= Beginning of Section =

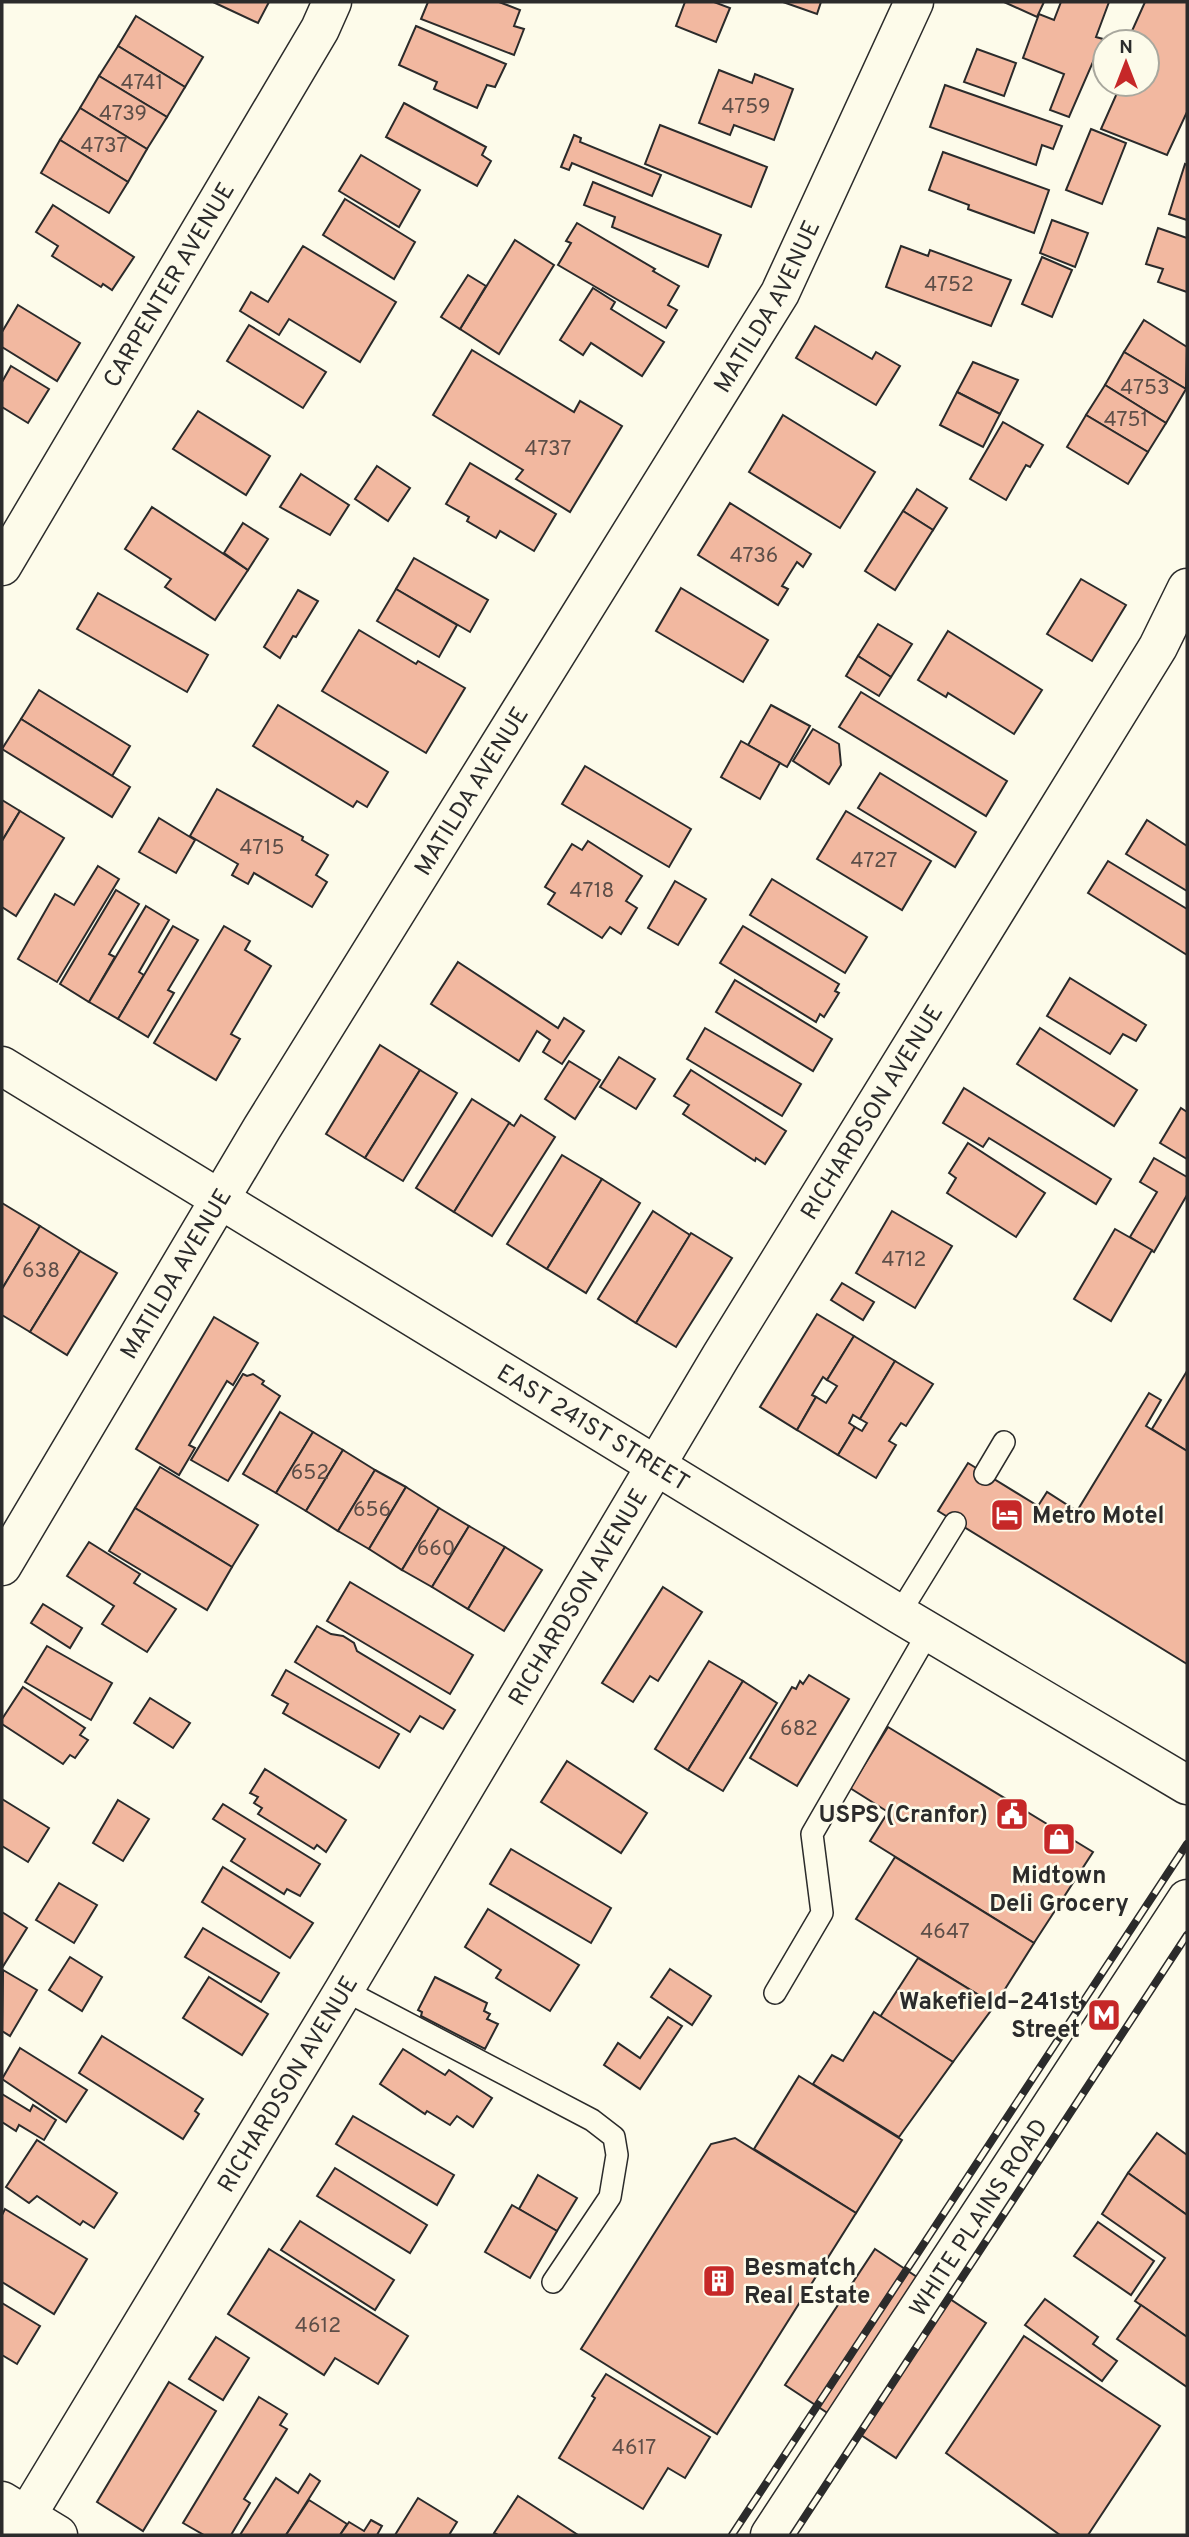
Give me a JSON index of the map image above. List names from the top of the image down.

= End of Section =
= Beginning of Section =

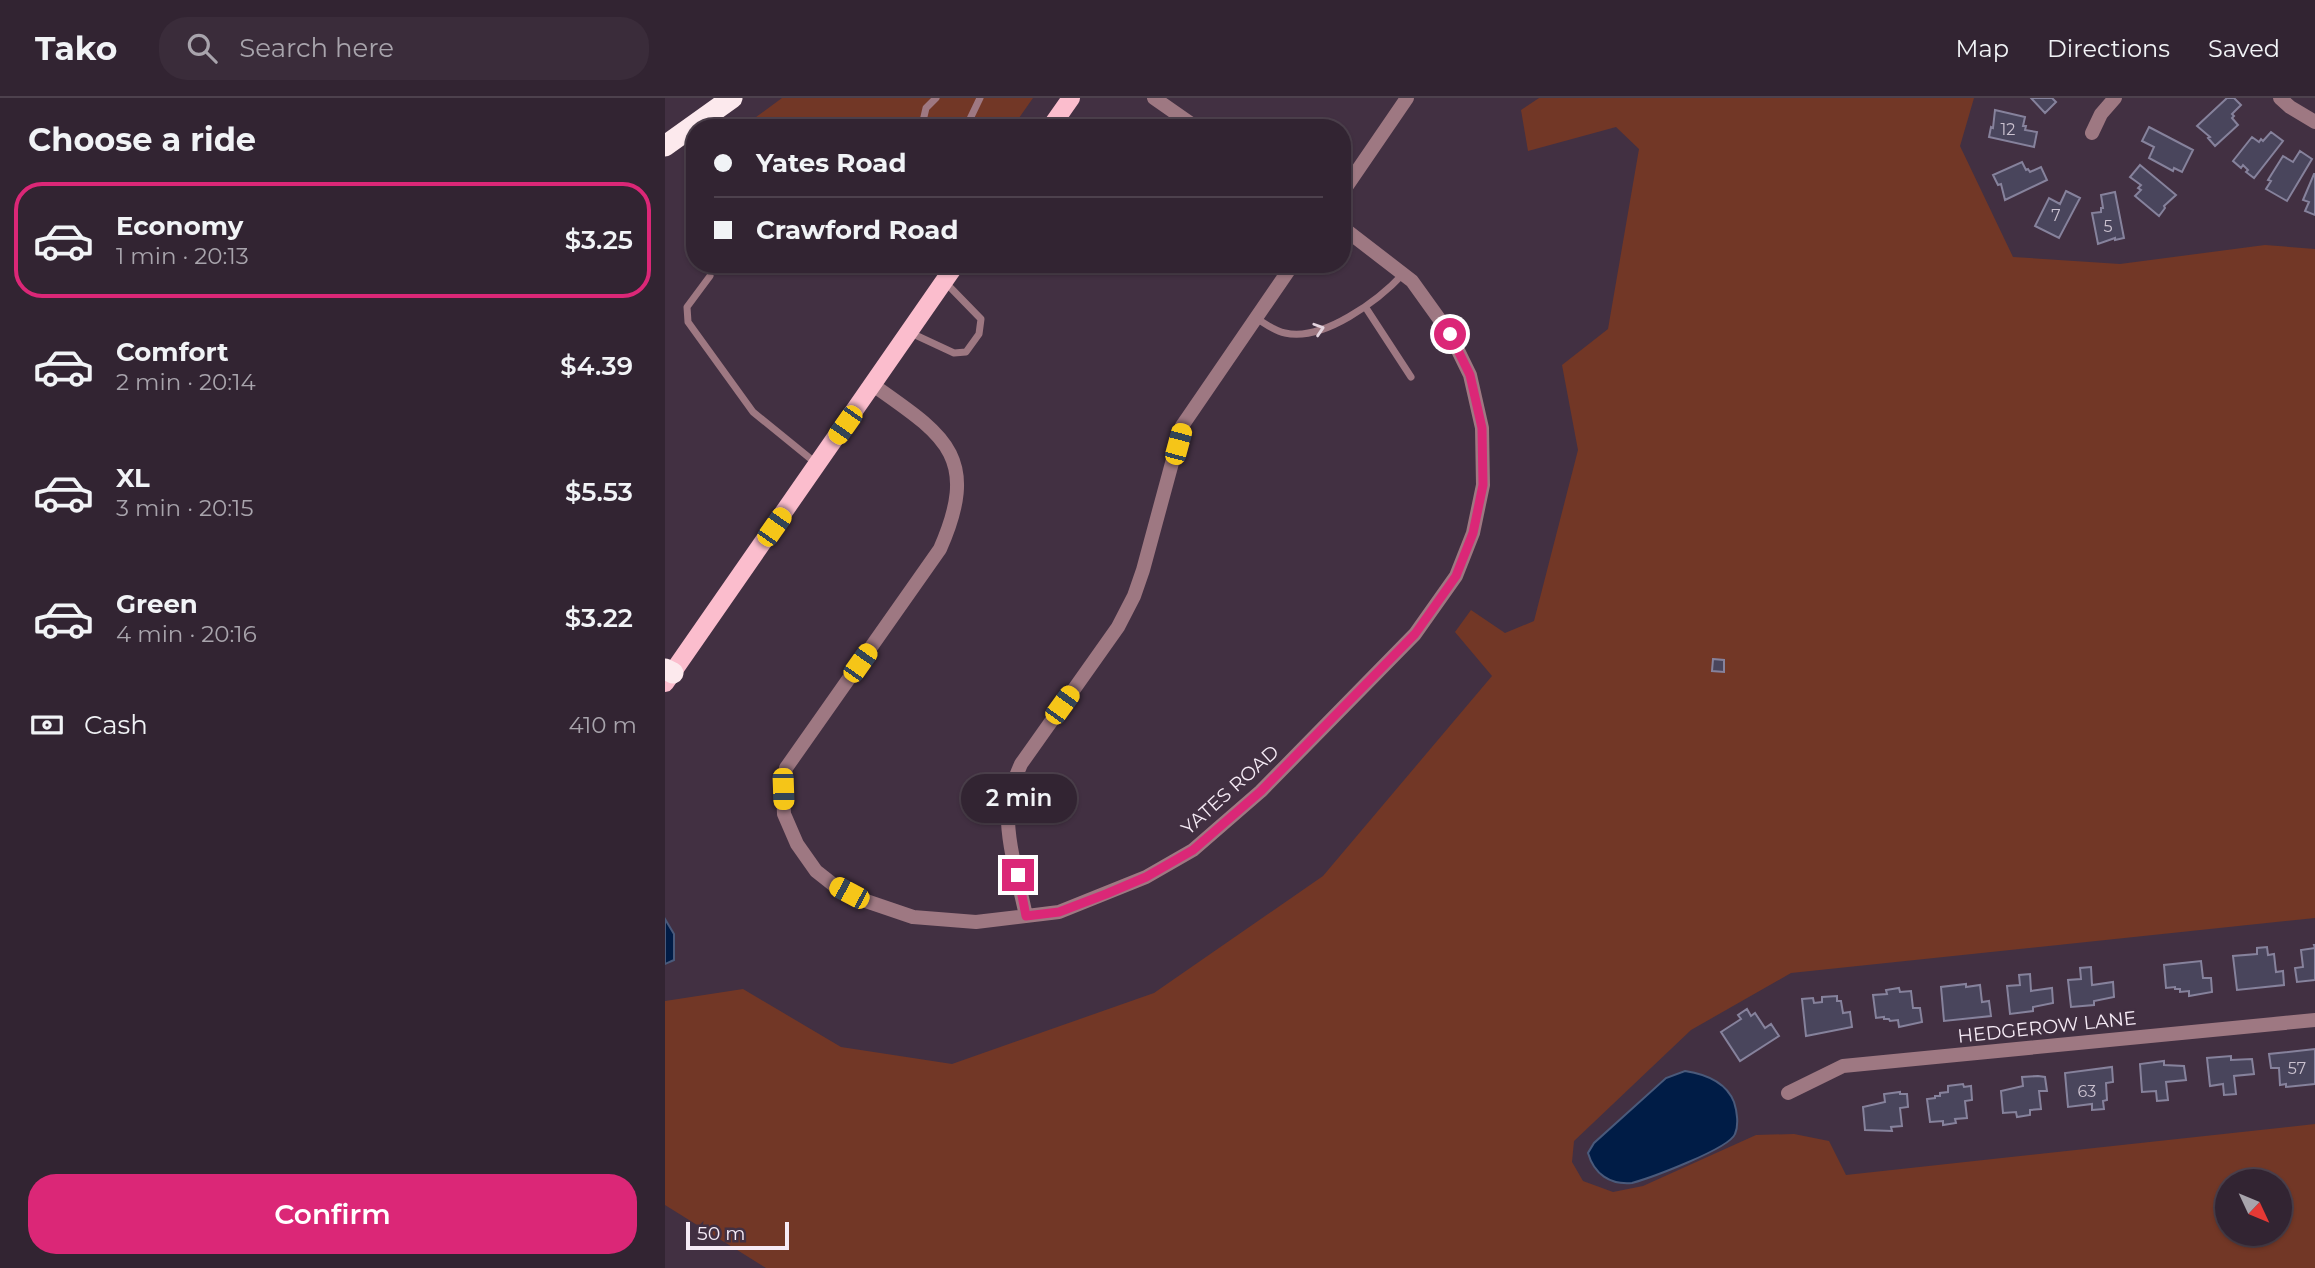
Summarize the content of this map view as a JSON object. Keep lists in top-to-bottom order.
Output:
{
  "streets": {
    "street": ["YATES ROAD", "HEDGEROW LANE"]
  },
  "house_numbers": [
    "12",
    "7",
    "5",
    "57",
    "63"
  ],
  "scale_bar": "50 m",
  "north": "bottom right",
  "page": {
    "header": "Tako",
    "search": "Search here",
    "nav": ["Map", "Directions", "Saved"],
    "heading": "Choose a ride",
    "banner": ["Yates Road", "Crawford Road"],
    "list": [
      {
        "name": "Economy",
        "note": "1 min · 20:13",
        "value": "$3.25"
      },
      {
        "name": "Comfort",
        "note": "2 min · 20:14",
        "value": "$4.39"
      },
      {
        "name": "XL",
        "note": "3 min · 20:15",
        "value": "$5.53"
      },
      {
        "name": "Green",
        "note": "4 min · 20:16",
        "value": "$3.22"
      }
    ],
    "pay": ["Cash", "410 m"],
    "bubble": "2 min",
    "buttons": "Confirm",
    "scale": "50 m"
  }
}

= End of Section =

- TASK DETAILS
Return the lines of the records that include the string "JSON".

- WRITTEN SOLUTION
Give me a JSON index of the map image above. List names from the top of the image down.
Summarize the content of this map view as a JSON object. Keep lists in top-to-bottom order.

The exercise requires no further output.